[Dataset excerpts]
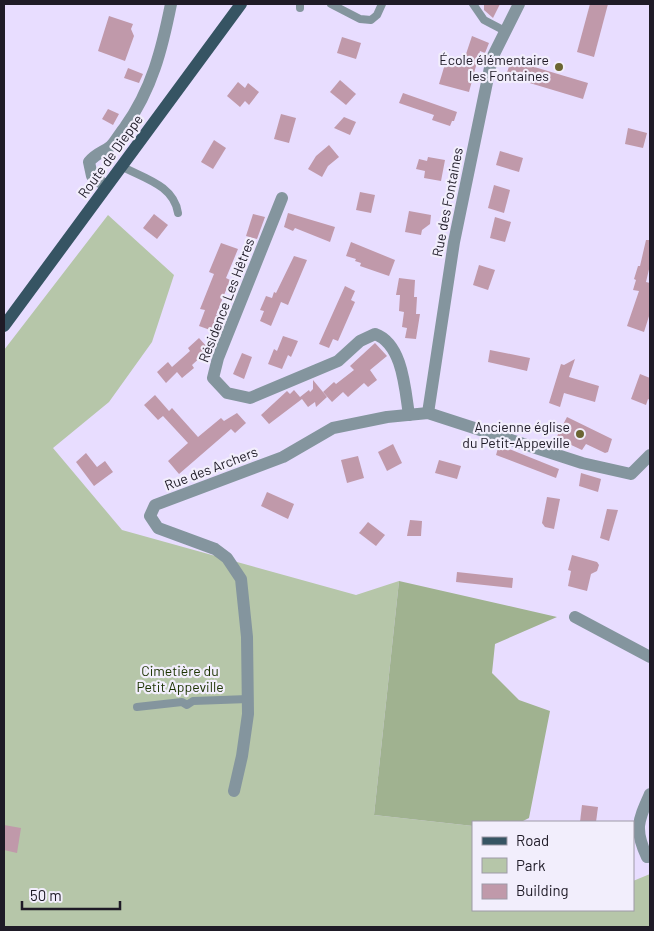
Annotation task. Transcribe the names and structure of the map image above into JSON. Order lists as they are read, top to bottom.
{
  "streets": {
    "main road": ["Route de Dieppe"],
    "street": ["Rue des Fontaines", "Résidence Les Hêtres", "Rue des Archers"]
  },
  "crossings": [
    ["Rue des Fontaines", "Rue des Archers"],
    ["Résidence Les Hêtres", "Rue des Archers"]
  ],
  "parks": ["Cimetière du Petit Appeville"],
  "places": ["École élémentaire les Fontaines", "Ancienne église du Petit-Appeville"],
  "legend": ["Road", "Park", "Building"],
  "scale_bar": "50 m"
}
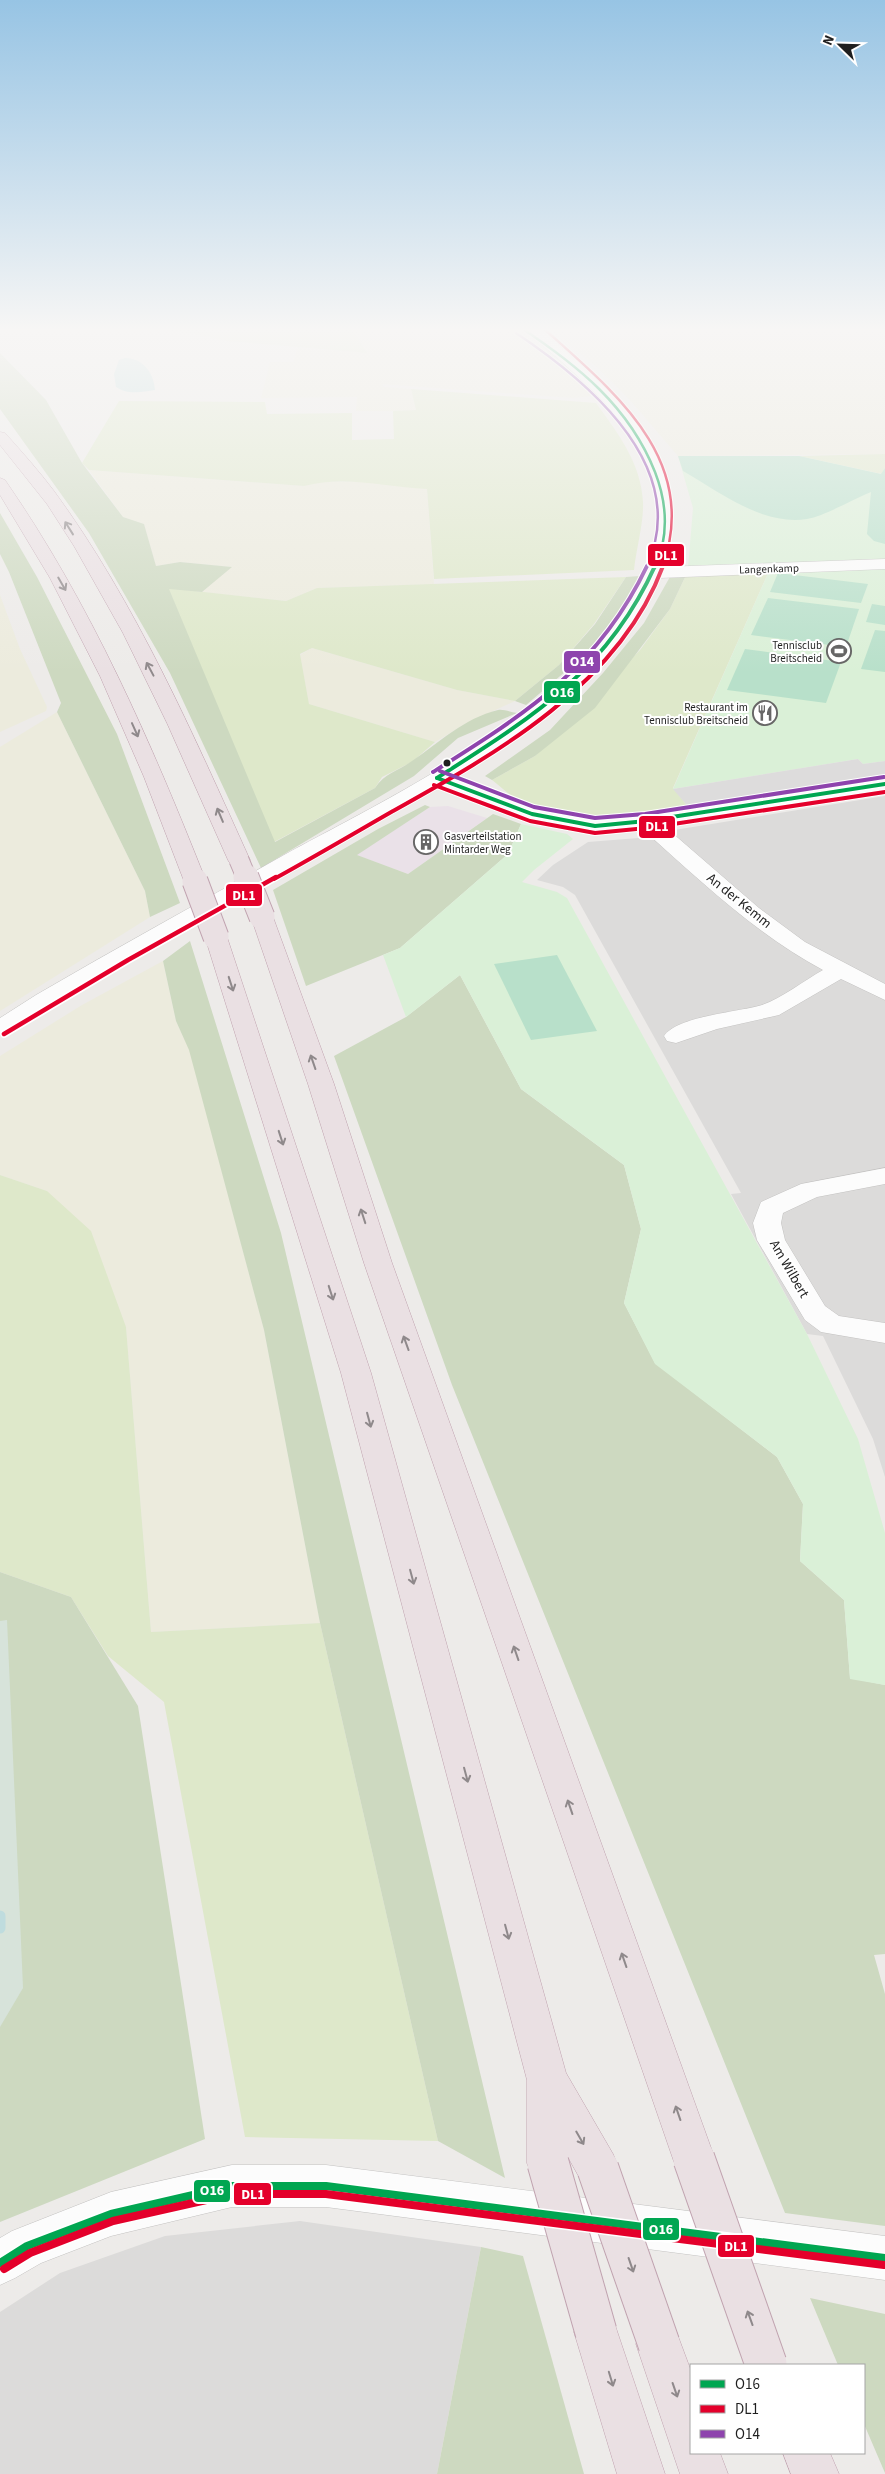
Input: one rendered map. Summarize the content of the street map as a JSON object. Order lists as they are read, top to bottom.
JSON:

ACTIVITY
Copy out the data above exactly, except the pictures.

EXPECTED ANSWER
Annotation task. Transcribe the names and structure of the map image above into JSON. Order lists as they are read, top to bottom.
{
  "streets": {
    "main road": ["Route de Dieppe"],
    "street": ["Rue des Fontaines", "Résidence Les Hêtres", "Rue des Archers"]
  },
  "crossings": [
    ["Rue des Fontaines", "Rue des Archers"],
    ["Résidence Les Hêtres", "Rue des Archers"]
  ],
  "parks": ["Cimetière du Petit Appeville"],
  "places": ["École élémentaire les Fontaines", "Ancienne église du Petit-Appeville"],
  "legend": ["Road", "Park", "Building"],
  "scale_bar": "50 m"
}
Input: one rendered map. Summarize the content of the street map as a JSON object. Order lists as they are read, top to bottom.
JSON:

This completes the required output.